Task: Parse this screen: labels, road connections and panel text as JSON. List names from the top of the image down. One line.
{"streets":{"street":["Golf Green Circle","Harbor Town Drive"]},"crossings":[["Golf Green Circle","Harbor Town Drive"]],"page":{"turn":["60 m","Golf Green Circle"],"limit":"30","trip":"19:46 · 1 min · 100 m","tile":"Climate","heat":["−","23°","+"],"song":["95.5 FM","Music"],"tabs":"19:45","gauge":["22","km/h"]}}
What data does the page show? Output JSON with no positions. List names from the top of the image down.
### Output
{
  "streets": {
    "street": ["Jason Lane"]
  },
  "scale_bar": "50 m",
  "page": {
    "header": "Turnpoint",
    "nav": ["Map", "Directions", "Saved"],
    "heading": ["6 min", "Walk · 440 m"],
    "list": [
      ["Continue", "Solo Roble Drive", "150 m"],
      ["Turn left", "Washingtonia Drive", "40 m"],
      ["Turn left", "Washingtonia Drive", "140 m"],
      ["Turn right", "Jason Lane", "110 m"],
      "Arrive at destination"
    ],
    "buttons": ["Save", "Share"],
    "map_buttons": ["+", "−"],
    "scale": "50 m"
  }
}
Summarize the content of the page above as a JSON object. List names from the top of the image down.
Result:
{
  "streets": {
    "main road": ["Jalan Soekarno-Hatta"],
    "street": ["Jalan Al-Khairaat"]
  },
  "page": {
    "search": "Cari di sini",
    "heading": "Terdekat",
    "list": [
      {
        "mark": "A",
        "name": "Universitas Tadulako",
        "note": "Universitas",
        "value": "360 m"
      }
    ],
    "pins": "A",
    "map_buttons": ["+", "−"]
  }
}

### [Required action]
Output an exact copy of the listing.

### [Solution for this exercise]
Task: Parse this screen: labels, road connections and panel text as JSON. List names from the top of the image down. One line.
{"streets":{"street":["Golf Green Circle","Harbor Town Drive"]},"crossings":[["Golf Green Circle","Harbor Town Drive"]],"page":{"turn":["60 m","Golf Green Circle"],"limit":"30","trip":"19:46 · 1 min · 100 m","tile":"Climate","heat":["−","23°","+"],"song":["95.5 FM","Music"],"tabs":"19:45","gauge":["22","km/h"]}}
What data does the page show? Output JSON with no positions. List names from the top of the image down.
### Output
{
  "streets": {
    "street": ["Jason Lane"]
  },
  "scale_bar": "50 m",
  "page": {
    "header": "Turnpoint",
    "nav": ["Map", "Directions", "Saved"],
    "heading": ["6 min", "Walk · 440 m"],
    "list": [
      ["Continue", "Solo Roble Drive", "150 m"],
      ["Turn left", "Washingtonia Drive", "40 m"],
      ["Turn left", "Washingtonia Drive", "140 m"],
      ["Turn right", "Jason Lane", "110 m"],
      "Arrive at destination"
    ],
    "buttons": ["Save", "Share"],
    "map_buttons": ["+", "−"],
    "scale": "50 m"
  }
}
Summarize the content of the page above as a JSON object. List names from the top of the image down.
Result:
{
  "streets": {
    "main road": ["Jalan Soekarno-Hatta"],
    "street": ["Jalan Al-Khairaat"]
  },
  "page": {
    "search": "Cari di sini",
    "heading": "Terdekat",
    "list": [
      {
        "mark": "A",
        "name": "Universitas Tadulako",
        "note": "Universitas",
        "value": "360 m"
      }
    ],
    "pins": "A",
    "map_buttons": ["+", "−"]
  }
}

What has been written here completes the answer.